しかし、意知の返答は意外なものだった。「そちらはもう手を打ったぞ」こともなげに意知は答えた。今は自分への世間の風当たりが強いため、土山宗次郎の名ですでに身請けを済ませたというのだ。蔦重は上級武家の嫡男である意知は、家が不利になるのであれば女郎など何のためらいもなく打ち捨てるだろうと考えていた。

「蔦重。かつて源内殿(安田顕)を見捨てよと言ったのは私なのだ」父・田沼意次(渡辺謙)が友である平賀源内が捕らわれた時、最後まで助けようとしていたが、意知は家のため、周りのために源内を切り捨るよう意次に進言した過去を打ち明けた。意知はその判断が間違いだとは考えていないが、後味の悪さはいつまでも消えなかったと告白する。蝦夷を上知するのに力を尽くした誰袖を打ち捨てては人として話にもならないと続ける意知の人柄に、蔦重は尊敬の念を覚えた。

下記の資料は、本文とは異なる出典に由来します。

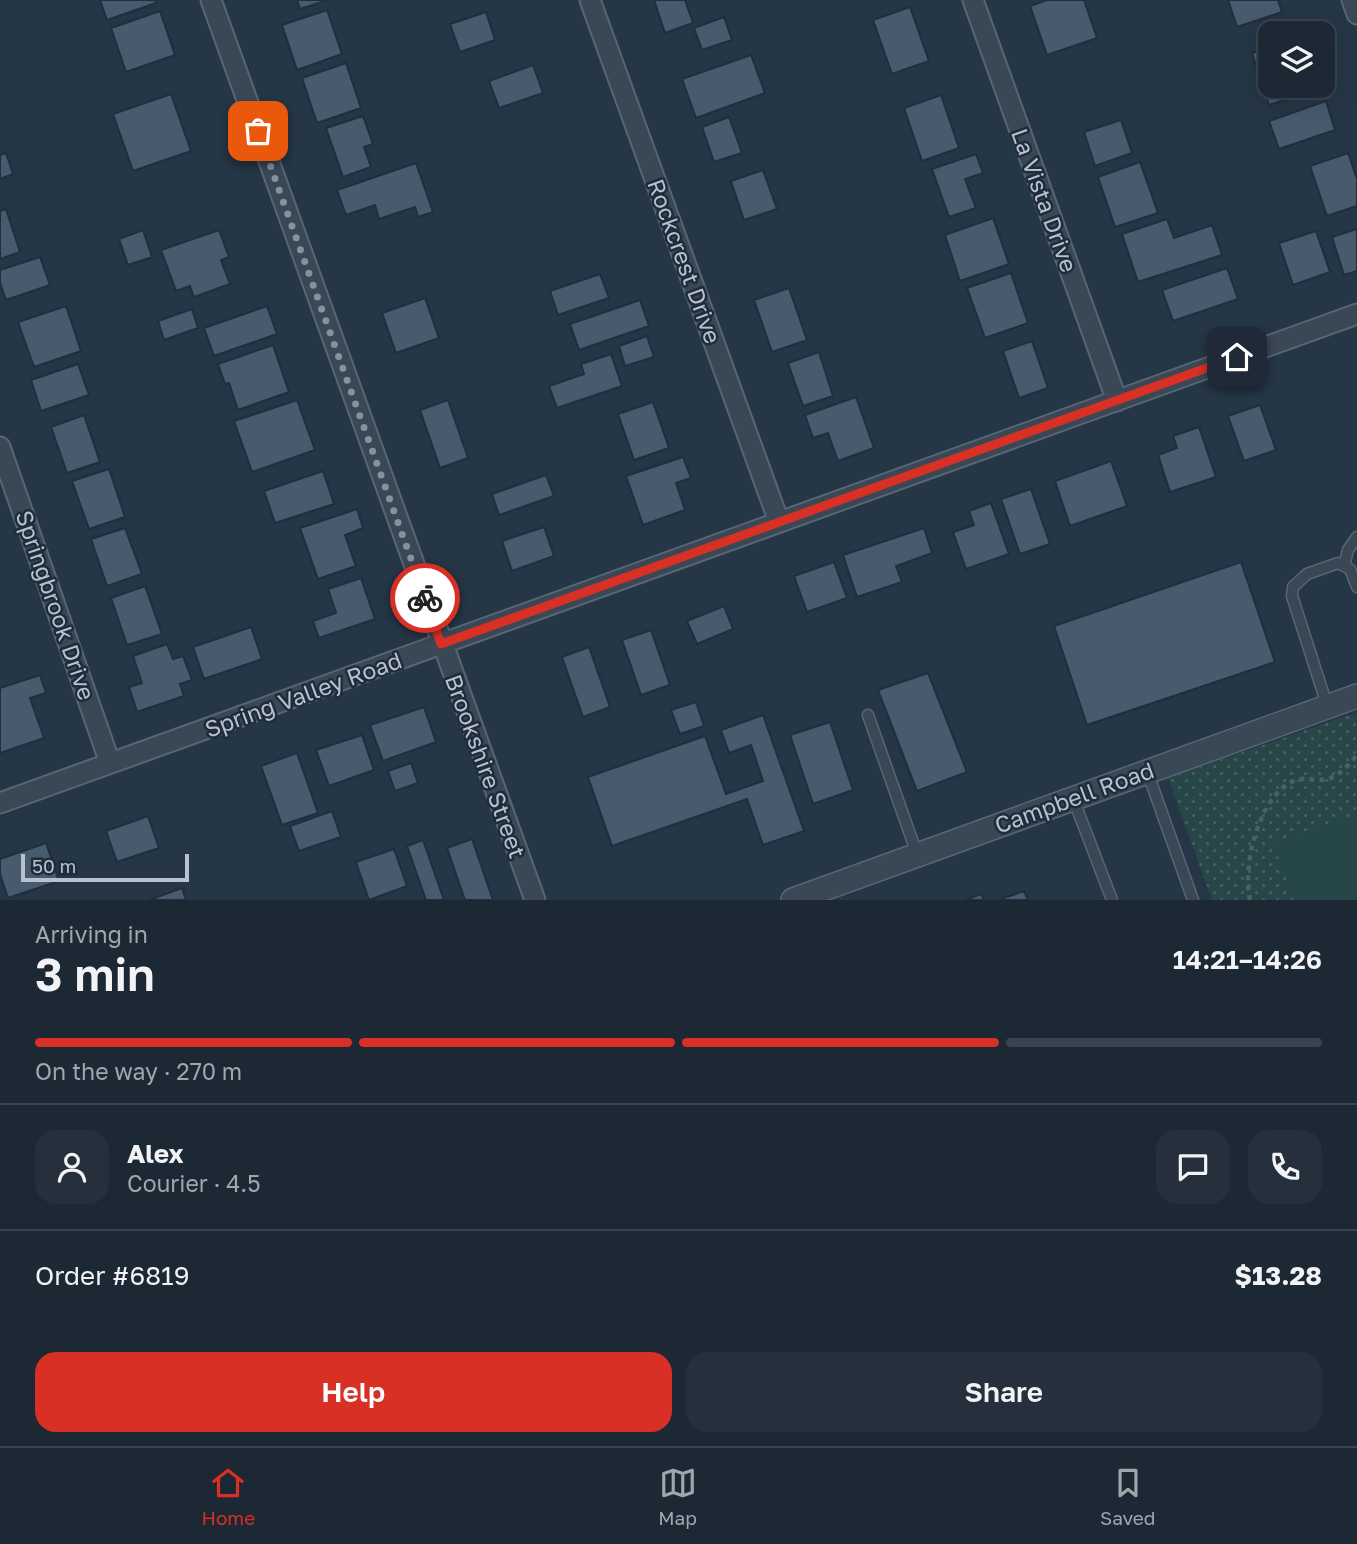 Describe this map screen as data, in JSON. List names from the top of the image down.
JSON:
{
  "streets": {
    "street": [
      "La Vista Drive",
      "Rockcrest Drive",
      "Springbrook Drive",
      "Spring Valley Road",
      "Brookshire Street",
      "Campbell Road"
    ]
  },
  "crossings": [
    ["La Vista Drive", "Spring Valley Road"],
    ["Rockcrest Drive", "Spring Valley Road"],
    ["Springbrook Drive", "Spring Valley Road"],
    ["Spring Valley Road", "Brookshire Street"]
  ],
  "scale_bar": "50 m",
  "page": {
    "scale": "50 m",
    "heading": ["3 min", "Arriving in", "14:21–14:26"],
    "panel": [
      "Alex",
      "Courier · 4.5",
      "Order #6819",
      "$13.28"
    ],
    "bar": "On the way · 270 m",
    "buttons": ["Help", "Share"],
    "tabs": ["Home", "Map", "Saved"]
  }
}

「俺に…いや、私に何かできることがあればお申し付けください。蝦夷のこと、前に気が変わればと」と頭を下げる蔦重。「よろしく頼む。蔦屋重三郎」意知はそう言って満足げにうなずいた。

「やっぱり源内さんのこと引きずっていたんだな」

このシーンは、誰袖を思いやる蔦重と意知に視聴者が心を打たれたと考えられる。また、意知の行動には平賀源内が影響していたという思いがけない事実に視聴者の関心が集まったとも考えられる。

日本橋の旦那衆とともに米の値を下げるアイデアをまとめ意知に提案した蔦重にはもうひとつ気がかりなことがあった。かわいい妹のような存在である誰袖の身請けの件だ。女郎は身請けされない限り幸せにはなれない。誰よりもそのことを知っている蔦重は、無礼を承知で若年寄である意知にぶっ込む。そしてすでに対応済の意知。

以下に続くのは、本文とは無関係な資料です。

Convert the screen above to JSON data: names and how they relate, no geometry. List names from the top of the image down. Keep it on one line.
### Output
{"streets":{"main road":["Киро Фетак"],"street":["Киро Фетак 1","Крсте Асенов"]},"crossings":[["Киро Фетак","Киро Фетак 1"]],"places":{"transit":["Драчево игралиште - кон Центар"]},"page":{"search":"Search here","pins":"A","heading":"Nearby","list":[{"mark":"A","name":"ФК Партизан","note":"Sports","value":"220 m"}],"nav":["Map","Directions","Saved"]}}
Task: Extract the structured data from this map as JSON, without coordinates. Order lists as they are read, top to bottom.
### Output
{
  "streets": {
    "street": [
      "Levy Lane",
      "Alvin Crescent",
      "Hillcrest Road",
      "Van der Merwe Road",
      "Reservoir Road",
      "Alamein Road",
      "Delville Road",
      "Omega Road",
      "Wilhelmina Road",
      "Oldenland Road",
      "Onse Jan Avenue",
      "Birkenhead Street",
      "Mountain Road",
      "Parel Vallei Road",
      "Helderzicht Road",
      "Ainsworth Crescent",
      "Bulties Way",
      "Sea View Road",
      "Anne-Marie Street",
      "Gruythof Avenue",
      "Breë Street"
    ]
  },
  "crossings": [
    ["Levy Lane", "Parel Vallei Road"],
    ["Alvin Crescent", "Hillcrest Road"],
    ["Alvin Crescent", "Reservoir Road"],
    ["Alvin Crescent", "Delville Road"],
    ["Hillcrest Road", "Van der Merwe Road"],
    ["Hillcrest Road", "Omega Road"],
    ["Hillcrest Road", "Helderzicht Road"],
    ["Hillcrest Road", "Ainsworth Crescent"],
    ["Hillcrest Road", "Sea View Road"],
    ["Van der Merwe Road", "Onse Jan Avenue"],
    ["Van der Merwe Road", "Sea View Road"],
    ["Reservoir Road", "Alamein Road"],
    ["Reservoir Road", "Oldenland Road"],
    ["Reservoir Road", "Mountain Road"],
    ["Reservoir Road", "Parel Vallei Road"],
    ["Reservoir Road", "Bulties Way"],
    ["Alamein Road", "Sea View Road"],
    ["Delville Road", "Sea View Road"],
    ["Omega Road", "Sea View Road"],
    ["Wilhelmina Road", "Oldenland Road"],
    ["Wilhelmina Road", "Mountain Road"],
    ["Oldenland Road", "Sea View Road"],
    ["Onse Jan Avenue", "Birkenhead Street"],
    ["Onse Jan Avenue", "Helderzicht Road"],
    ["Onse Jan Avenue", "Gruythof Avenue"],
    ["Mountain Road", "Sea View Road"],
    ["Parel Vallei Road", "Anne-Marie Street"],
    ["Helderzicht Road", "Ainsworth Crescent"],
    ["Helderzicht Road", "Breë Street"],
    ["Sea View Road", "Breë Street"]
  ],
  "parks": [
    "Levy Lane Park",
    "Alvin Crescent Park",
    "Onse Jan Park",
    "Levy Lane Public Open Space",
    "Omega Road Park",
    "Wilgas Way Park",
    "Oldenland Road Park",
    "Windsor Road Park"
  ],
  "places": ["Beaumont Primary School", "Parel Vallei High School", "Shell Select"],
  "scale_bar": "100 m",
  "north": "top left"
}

SNSでは「すごくいい話なだけに、この後を考えると悲しくなってくる」「やっぱり意知さま、源内さんのこと引きずっていたんだな。政言を気づかっていたのも根が優しすぎるからだな」「蔦重、一貫して女郎の幸せを願っているところは変わらないんだね」と、2人のナイスガイに称賛が集まっている。ここに平賀源内を絡ませてくるところも脚本として秀逸だ。

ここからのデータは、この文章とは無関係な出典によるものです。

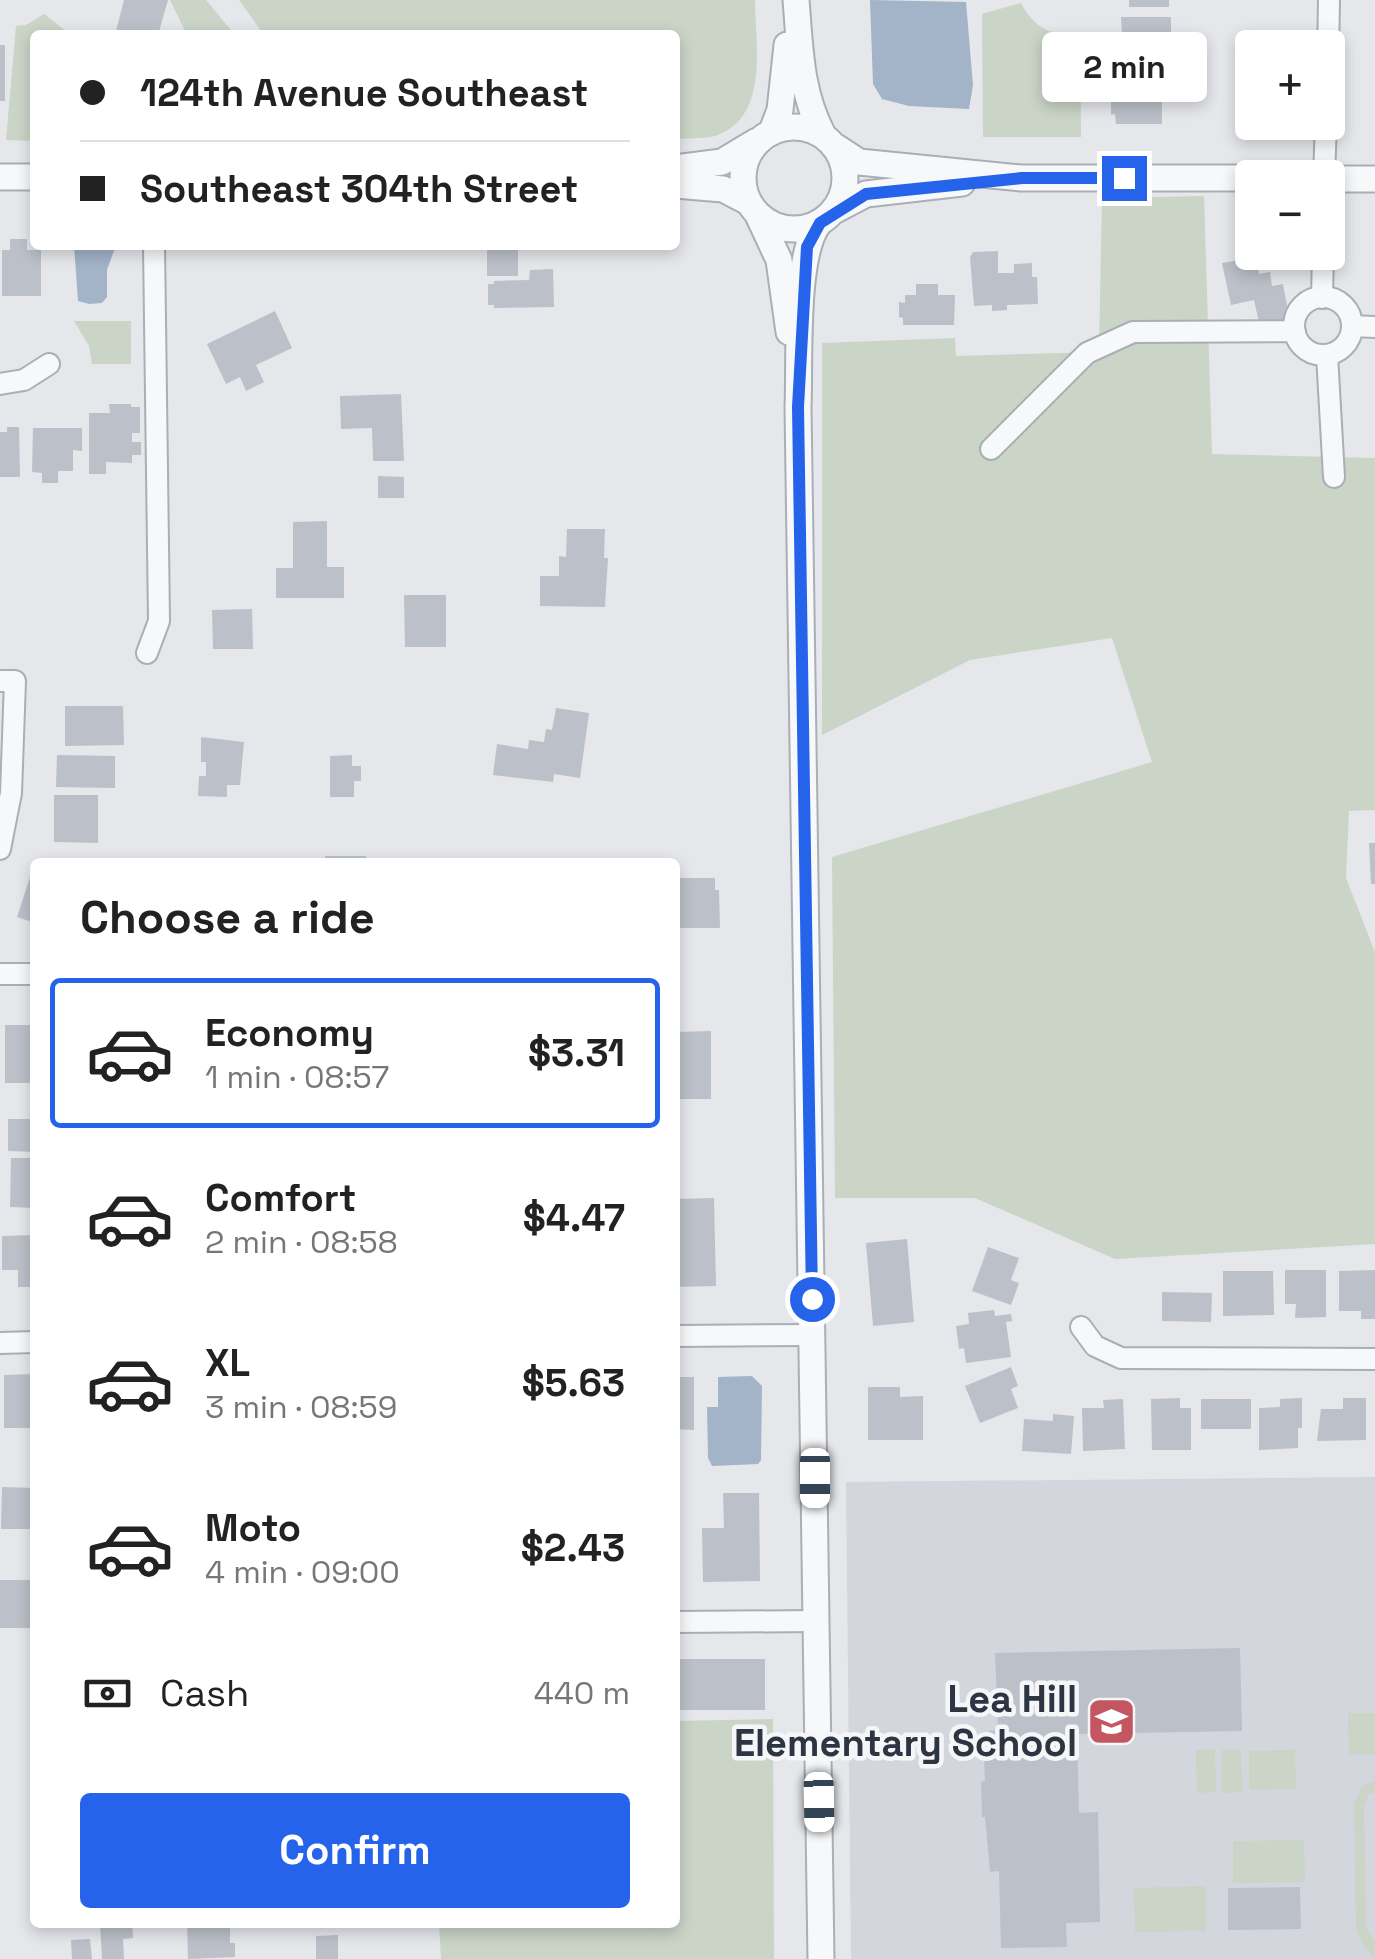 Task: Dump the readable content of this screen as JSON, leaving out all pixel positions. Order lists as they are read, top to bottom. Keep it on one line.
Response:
{"places":{"school or university":["Lea Hill Elementary School"]},"page":{"map_buttons":["+","−"],"banner":["124th Avenue Southeast","Southeast 304th Street"],"bubble":"2 min","heading":"Choose a ride","list":[{"name":"Economy","note":"1 min · 08:57","value":"$3.31"},{"name":"Comfort","note":"2 min · 08:58","value":"$4.47"},{"name":"XL","note":"3 min · 08:59","value":"$5.63"},{"name":"Moto","note":"4 min · 09:00","value":"$2.43"}],"pay":["Cash","440 m"],"buttons":"Confirm"}}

蔦重が意知に提案した策は、てい(橋本愛)の助言がきっかけとなったが、一般庶民が幕府や藩に対して意見や提案を行うことはしばしばあった。1721(享保6)年に八代将軍・徳川吉宗が評定所門前に設置した目安箱制度が有名。日本橋の旦那としては新参者の蔦重だが、以前から顔なじみの鶴屋喜右衛門(風間俊介)や松村屋弥兵衛(高木渉)以外にも村田屋治郎兵衛(松田洋治)や釘屋四郎兵衛(木津誠之)たちと活発な意見を交わせるまでに早くも溶け込んでいた。

村田屋は鶴屋や西村屋に並ぶ地本問屋で、1802(享和2)年に現代でも知名度の高い、十返舎一九の滑稽本『東海道中膝栗毛』を刊行し大ヒットさせている。釘屋は日本橋通油町に店を構えた金属問屋で、主に釘鉄胴物・錫鉛問屋を営み、建築資材や日用品に使われる金属製品を扱っていた。大坂で出版された江戸市内の買い物や飲食関連の商店を紹介する『江戸買物独案内』にも掲載され、信頼ある商家として認知されている。

また、作中では意知の代理で宗次郎が誰袖を身請けしたが、史実では宗次郎は約1200両、現在の価値にすると約1億2000万円という莫大な金額を支払って身請けしたと伝わる。鳥山検校(市原隼人)がかつて瀬川(小芝風花)を身請けしたのが1400両だったから、それに匹敵する金額だった。鳥山検校は高利貸しで富を築いたが、宗次郎は勘定組頭の立場を悪用していたためそのような大金が用意できたようだ。やはりまっとうに生きている人間には身請けは難しいのだろうか。